TASK OBJECTIVE> Starting at the top of the entries below, set down each line exactly as written, and stop after the line containing "filter:drop-shadow(2px 0 #a8b8b2)".

[Saved entries]
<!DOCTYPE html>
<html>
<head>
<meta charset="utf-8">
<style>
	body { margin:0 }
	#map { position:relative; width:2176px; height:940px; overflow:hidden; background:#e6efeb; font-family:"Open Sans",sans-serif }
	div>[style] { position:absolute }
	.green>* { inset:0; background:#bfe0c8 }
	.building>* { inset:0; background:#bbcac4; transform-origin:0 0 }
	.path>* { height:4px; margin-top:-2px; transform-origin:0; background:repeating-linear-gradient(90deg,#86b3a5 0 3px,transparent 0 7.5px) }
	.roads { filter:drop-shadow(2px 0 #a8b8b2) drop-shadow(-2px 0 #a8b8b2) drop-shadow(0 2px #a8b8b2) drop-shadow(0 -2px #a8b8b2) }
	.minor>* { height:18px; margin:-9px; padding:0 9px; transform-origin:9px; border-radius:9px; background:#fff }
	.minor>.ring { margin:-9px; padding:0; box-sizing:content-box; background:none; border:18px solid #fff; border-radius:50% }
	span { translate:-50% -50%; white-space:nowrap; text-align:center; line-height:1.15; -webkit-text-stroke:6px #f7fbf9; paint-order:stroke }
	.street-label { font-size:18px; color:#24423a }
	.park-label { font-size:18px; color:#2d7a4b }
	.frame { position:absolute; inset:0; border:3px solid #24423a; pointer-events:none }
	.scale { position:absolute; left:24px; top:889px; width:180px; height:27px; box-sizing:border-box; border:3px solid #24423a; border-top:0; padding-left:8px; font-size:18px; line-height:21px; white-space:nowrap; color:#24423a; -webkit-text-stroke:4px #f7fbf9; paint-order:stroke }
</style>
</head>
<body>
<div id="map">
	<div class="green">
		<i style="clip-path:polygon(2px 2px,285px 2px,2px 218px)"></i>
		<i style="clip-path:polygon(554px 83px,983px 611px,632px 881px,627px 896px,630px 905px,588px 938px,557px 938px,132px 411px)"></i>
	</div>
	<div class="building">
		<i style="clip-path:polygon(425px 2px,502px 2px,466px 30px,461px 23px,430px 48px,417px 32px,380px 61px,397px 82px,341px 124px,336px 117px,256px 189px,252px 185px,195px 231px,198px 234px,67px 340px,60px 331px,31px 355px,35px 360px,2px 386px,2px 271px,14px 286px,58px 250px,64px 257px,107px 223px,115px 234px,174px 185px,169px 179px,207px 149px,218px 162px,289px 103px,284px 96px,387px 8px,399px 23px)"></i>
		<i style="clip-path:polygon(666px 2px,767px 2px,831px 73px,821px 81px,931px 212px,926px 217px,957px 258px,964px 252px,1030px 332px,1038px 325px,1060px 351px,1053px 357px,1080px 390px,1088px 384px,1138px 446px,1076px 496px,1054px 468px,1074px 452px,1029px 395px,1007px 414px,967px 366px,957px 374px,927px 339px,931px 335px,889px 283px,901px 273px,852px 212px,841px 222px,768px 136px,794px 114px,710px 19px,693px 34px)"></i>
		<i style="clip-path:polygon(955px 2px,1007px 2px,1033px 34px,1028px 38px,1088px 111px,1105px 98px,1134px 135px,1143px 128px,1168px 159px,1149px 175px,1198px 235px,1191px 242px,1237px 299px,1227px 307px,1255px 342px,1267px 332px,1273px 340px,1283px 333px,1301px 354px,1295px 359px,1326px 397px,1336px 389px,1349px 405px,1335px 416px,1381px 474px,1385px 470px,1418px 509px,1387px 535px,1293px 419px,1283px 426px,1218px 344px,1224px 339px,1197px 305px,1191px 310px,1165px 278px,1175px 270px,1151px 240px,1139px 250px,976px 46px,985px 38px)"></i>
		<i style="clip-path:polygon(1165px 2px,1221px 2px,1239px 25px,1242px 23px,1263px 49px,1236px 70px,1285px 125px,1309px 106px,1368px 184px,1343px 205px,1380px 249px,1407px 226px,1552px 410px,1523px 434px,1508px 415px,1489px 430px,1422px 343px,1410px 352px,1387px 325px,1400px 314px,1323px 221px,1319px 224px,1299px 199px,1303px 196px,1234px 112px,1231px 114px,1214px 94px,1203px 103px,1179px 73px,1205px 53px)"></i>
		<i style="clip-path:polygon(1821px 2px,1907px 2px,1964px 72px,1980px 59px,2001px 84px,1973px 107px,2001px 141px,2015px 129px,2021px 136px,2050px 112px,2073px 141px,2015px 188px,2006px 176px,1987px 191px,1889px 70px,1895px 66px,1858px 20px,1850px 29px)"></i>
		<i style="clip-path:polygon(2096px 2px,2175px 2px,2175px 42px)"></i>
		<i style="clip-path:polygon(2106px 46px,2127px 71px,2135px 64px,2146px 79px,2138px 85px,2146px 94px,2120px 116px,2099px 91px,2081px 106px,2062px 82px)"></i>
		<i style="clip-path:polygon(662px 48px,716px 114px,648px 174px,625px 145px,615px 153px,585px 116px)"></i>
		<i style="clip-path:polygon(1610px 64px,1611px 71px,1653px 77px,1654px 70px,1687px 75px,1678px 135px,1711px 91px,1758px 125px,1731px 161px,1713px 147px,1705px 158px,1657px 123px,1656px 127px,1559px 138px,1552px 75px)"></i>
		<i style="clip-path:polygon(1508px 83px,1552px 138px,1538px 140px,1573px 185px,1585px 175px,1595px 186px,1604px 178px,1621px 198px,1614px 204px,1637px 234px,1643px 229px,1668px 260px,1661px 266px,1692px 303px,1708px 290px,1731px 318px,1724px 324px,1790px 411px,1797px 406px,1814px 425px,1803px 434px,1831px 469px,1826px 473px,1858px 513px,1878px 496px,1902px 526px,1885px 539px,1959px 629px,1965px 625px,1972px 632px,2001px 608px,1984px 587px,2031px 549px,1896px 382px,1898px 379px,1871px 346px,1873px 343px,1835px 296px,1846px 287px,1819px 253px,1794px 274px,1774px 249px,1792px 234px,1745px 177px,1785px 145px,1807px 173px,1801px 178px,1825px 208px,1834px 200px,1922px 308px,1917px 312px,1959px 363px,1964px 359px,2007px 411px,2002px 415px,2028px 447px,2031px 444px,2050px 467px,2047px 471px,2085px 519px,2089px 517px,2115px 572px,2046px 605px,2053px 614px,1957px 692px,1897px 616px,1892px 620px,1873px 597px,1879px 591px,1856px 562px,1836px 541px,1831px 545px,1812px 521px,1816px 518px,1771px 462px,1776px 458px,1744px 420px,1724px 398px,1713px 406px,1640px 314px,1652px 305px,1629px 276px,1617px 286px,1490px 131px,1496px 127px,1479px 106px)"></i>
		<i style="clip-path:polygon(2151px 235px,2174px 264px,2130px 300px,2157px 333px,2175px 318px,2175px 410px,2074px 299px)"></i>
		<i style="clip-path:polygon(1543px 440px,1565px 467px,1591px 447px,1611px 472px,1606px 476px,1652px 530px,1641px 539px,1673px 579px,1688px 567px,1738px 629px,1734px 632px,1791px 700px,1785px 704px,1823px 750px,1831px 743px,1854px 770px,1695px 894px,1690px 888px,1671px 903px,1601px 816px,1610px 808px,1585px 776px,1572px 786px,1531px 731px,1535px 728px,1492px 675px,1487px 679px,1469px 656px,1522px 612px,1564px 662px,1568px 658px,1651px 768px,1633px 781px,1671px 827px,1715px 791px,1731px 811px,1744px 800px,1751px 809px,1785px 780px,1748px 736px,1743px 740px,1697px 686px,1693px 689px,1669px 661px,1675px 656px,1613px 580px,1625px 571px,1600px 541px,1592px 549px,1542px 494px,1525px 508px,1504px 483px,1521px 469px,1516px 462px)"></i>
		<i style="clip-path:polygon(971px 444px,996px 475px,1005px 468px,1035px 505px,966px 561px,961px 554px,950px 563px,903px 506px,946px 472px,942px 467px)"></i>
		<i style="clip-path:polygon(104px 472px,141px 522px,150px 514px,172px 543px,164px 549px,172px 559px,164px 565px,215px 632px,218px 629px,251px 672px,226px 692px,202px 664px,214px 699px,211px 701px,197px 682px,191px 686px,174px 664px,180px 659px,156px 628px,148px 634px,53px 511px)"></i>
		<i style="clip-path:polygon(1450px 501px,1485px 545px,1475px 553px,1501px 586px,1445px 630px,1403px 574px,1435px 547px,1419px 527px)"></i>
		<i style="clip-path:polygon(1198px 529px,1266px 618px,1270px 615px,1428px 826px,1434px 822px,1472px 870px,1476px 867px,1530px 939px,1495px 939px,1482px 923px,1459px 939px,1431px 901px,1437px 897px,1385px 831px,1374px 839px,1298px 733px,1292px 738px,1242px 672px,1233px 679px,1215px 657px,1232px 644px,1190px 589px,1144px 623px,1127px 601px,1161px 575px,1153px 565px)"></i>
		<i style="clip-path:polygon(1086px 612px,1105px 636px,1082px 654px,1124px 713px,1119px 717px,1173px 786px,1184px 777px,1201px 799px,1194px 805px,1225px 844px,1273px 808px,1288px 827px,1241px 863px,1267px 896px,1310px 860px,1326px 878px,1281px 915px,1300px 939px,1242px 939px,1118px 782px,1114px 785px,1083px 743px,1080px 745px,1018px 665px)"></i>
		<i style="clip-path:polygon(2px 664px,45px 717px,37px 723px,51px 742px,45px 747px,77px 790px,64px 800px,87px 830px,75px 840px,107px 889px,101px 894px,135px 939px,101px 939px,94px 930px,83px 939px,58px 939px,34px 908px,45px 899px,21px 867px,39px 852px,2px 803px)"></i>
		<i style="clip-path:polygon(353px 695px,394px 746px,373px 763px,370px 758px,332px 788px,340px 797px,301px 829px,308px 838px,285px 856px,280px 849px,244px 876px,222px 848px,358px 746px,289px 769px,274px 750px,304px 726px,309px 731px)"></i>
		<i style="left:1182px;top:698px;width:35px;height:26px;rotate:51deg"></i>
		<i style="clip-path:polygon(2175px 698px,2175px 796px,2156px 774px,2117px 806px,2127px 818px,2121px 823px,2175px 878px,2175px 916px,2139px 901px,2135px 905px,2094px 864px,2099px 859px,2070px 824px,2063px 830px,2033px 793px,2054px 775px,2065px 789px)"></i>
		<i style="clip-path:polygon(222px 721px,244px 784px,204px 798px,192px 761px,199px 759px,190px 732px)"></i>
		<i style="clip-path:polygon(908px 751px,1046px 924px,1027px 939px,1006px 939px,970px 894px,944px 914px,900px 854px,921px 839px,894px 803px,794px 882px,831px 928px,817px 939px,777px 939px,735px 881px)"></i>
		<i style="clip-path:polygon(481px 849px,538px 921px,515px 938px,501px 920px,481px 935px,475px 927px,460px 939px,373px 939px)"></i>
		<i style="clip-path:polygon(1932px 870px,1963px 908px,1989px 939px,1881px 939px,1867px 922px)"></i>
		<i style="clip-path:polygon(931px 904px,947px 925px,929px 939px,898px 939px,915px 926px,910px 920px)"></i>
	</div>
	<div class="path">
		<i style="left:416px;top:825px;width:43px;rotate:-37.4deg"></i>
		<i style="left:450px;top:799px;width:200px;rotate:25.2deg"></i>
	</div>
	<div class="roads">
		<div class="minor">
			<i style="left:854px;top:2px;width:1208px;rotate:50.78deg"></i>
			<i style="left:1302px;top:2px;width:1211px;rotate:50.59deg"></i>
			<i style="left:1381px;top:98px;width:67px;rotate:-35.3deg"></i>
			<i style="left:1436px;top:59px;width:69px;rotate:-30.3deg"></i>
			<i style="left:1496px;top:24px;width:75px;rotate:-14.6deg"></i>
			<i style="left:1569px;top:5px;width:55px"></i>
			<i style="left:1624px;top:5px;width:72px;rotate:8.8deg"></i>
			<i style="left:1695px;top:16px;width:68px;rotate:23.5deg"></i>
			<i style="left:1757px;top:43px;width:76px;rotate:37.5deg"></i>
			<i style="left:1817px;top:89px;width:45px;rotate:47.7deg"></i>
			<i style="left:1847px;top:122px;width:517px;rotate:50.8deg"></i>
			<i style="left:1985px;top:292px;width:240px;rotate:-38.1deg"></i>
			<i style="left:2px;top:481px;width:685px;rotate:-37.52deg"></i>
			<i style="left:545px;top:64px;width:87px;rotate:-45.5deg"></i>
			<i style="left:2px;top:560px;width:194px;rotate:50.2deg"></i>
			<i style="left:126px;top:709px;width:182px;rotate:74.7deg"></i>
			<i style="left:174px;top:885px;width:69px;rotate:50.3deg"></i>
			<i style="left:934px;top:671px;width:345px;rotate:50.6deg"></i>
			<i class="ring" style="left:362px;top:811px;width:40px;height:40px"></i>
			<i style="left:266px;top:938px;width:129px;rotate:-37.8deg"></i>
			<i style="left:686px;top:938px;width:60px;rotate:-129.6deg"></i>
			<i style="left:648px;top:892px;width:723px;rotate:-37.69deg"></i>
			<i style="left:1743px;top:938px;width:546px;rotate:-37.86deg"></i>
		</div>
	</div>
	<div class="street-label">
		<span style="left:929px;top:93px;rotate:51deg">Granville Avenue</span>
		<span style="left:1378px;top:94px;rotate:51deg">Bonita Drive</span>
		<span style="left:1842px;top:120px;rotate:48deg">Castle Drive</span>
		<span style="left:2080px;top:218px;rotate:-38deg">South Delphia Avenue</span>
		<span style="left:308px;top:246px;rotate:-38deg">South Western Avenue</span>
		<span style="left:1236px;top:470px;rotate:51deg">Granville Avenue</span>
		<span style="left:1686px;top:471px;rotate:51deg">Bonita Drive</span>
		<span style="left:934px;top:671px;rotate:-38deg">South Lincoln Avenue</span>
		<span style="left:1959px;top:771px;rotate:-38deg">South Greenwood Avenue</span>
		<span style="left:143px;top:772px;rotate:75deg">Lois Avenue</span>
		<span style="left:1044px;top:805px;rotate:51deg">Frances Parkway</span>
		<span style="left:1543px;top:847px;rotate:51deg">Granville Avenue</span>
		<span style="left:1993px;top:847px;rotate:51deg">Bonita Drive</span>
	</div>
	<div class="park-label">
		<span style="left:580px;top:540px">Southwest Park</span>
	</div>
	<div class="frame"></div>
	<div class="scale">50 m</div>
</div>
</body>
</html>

RESPONSE BELOW>
<!DOCTYPE html>
<html>
<head>
<meta charset="utf-8">
<style>
	body { margin:0 }
	#map { position:relative; width:2176px; height:940px; overflow:hidden; background:#e6efeb; font-family:"Open Sans",sans-serif }
	div>[style] { position:absolute }
	.green>* { inset:0; background:#bfe0c8 }
	.building>* { inset:0; background:#bbcac4; transform-origin:0 0 }
	.path>* { height:4px; margin-top:-2px; transform-origin:0; background:repeating-linear-gradient(90deg,#86b3a5 0 3px,transparent 0 7.5px) }
	.roads { filter:drop-shadow(2px 0 #a8b8b2) drop-shadow(-2px 0 #a8b8b2) drop-shadow(0 2px #a8b8b2) drop-shadow(0 -2px #a8b8b2) }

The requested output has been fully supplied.